*** Extracted information ***

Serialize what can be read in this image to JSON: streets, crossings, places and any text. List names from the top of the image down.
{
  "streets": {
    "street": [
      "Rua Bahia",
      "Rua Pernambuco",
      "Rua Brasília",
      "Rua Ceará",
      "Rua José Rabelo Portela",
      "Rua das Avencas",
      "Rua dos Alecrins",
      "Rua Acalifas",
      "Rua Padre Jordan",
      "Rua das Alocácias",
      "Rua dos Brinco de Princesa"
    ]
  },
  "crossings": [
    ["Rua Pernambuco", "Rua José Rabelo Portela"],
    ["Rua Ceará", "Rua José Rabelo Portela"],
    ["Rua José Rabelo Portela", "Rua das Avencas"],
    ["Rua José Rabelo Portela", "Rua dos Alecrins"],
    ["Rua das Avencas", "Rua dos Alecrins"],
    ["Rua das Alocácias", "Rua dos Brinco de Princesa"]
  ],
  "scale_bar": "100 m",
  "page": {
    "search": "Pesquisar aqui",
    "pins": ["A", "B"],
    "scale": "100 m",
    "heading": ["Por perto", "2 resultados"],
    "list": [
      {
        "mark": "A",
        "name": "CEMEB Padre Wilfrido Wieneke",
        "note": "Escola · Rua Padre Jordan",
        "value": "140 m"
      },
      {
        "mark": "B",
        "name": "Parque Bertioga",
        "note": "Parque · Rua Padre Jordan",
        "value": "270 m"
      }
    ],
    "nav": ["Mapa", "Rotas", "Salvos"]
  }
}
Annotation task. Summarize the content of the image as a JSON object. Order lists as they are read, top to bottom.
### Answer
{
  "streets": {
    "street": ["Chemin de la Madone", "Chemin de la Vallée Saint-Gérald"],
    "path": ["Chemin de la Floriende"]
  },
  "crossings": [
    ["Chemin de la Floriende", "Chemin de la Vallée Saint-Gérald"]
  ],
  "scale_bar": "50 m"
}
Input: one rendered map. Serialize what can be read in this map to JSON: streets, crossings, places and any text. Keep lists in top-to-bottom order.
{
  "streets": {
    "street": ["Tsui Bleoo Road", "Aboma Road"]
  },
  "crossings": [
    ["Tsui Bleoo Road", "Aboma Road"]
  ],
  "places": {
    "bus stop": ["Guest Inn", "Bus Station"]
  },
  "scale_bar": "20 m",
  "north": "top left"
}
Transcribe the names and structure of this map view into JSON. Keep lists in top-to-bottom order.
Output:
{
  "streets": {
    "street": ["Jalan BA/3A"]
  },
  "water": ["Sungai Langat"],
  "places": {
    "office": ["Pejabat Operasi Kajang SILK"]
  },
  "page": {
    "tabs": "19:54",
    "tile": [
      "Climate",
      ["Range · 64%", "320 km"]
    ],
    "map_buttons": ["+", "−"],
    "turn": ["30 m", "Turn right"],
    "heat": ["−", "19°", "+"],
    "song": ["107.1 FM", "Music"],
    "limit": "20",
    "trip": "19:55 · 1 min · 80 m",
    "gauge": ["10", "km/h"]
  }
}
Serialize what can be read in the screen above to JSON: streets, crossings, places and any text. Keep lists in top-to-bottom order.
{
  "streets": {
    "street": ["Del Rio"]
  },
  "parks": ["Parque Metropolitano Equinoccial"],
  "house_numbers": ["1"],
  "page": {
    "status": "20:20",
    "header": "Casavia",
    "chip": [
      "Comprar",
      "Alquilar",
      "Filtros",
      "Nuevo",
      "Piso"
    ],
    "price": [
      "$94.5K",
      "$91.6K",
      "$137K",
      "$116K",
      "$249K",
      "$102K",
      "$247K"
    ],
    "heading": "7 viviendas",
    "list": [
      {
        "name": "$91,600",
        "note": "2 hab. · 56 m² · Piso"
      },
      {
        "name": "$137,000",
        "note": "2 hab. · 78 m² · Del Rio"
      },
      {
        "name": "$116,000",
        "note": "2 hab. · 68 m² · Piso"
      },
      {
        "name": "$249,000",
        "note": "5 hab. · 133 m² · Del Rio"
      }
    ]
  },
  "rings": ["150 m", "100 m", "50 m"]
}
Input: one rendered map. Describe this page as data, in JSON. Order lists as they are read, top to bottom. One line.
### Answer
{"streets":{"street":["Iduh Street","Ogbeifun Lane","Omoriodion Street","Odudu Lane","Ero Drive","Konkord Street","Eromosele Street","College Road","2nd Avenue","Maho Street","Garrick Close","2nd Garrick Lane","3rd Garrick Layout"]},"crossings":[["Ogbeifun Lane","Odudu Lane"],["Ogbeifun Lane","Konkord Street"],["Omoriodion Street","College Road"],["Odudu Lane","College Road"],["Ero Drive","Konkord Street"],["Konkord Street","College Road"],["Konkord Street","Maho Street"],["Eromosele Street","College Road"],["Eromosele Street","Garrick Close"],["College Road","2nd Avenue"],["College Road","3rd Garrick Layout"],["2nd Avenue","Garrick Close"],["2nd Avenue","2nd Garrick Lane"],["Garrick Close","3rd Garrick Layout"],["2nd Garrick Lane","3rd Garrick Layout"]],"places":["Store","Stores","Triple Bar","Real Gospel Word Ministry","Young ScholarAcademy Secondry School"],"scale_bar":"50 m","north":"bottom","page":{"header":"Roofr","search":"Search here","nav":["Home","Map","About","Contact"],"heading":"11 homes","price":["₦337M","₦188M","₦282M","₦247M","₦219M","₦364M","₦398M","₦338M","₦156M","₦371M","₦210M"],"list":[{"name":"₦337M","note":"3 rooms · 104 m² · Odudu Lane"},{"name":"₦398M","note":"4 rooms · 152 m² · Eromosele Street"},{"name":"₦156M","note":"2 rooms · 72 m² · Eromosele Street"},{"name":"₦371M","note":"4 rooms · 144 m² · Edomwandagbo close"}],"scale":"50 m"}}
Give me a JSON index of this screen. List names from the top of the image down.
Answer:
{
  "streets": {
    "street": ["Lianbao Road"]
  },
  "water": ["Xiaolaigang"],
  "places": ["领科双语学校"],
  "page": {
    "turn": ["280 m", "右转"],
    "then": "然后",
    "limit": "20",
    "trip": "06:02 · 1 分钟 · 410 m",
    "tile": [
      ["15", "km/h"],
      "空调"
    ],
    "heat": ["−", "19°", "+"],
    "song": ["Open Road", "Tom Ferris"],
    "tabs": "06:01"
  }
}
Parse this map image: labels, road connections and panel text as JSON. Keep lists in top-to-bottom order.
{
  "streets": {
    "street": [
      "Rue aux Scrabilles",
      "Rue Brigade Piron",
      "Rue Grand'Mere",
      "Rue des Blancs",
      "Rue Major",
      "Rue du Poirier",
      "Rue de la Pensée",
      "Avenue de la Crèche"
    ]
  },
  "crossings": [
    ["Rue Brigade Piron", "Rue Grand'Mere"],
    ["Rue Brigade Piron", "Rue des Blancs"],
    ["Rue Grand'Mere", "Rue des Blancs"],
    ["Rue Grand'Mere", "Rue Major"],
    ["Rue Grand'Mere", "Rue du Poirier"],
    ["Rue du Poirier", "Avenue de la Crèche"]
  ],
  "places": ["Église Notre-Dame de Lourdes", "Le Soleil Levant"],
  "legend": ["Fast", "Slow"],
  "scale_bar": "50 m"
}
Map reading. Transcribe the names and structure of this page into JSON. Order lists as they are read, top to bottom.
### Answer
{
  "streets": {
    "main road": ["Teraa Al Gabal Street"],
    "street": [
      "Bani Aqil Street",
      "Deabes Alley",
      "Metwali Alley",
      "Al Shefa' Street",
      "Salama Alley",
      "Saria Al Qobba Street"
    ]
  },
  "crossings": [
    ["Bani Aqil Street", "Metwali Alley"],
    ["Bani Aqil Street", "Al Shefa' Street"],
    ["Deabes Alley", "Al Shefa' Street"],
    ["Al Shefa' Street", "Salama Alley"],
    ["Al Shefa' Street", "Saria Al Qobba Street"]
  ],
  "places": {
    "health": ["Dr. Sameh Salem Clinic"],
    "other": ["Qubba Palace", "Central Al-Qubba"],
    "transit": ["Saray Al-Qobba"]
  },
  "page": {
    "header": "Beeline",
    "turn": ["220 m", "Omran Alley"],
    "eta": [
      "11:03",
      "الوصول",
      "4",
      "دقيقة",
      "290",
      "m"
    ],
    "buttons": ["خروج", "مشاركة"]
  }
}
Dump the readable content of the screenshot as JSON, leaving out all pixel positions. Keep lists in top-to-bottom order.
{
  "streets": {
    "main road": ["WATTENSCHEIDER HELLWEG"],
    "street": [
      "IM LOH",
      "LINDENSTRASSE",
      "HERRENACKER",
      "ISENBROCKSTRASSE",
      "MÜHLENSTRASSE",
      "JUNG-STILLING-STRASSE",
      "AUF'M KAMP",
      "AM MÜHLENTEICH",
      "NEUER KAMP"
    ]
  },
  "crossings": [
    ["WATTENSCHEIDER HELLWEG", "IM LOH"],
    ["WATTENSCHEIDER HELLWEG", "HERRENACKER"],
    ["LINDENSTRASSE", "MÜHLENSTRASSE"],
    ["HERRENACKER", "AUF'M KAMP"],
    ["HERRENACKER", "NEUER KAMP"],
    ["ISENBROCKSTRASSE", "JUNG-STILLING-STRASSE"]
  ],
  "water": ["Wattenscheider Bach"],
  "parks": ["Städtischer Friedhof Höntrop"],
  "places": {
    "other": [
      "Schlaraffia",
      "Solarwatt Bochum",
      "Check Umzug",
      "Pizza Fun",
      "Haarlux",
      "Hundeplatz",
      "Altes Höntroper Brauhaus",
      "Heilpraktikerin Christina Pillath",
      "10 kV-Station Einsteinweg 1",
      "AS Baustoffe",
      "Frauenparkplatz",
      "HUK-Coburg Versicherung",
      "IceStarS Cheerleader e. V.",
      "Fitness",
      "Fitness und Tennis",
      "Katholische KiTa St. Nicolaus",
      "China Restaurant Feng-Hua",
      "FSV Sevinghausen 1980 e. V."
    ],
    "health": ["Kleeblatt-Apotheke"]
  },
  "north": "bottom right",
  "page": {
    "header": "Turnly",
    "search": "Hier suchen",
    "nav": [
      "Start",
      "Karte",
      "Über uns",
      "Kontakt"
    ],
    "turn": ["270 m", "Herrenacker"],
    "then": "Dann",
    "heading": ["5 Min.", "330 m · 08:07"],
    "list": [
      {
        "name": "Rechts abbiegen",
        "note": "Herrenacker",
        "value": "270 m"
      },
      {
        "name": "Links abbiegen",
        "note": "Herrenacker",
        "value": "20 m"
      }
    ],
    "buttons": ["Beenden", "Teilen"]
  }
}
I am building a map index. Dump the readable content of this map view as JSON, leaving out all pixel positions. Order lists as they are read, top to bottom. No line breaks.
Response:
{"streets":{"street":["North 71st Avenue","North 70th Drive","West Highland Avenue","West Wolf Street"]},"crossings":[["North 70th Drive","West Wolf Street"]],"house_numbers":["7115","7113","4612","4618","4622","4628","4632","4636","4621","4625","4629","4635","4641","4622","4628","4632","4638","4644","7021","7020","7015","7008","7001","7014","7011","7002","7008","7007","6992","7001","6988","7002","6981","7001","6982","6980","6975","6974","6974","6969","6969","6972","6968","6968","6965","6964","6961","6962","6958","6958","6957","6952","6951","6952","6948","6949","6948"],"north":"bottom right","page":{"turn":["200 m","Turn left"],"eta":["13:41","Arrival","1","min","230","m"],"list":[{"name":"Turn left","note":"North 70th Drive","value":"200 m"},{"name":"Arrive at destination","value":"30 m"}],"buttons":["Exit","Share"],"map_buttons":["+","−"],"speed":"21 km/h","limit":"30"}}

*** End of Extracted information ***

> [Work item] Your answer should consist only of the lines above between the line holding "Serialize what can be read in the" and the line holding "Input: one rendered map. Describe", inclusive, each transcribed exactly.

> [Exercise answer]
Serialize what can be read in the screen above to JSON: streets, crossings, places and any text. Keep lists in top-to-bottom order.
{
  "streets": {
    "street": ["Del Rio"]
  },
  "parks": ["Parque Metropolitano Equinoccial"],
  "house_numbers": ["1"],
  "page": {
    "status": "20:20",
    "header": "Casavia",
    "chip": [
      "Comprar",
      "Alquilar",
      "Filtros",
      "Nuevo",
      "Piso"
    ],
    "price": [
      "$94.5K",
      "$91.6K",
      "$137K",
      "$116K",
      "$249K",
      "$102K",
      "$247K"
    ],
    "heading": "7 viviendas",
    "list": [
      {
        "name": "$91,600",
        "note": "2 hab. · 56 m² · Piso"
      },
      {
        "name": "$137,000",
        "note": "2 hab. · 78 m² · Del Rio"
      },
      {
        "name": "$116,000",
        "note": "2 hab. · 68 m² · Piso"
      },
      {
        "name": "$249,000",
        "note": "5 hab. · 133 m² · Del Rio"
      }
    ]
  },
  "rings": ["150 m", "100 m", "50 m"]
}
Input: one rendered map. Describe this page as data, in JSON. Order lists as they are read, top to bottom. One line.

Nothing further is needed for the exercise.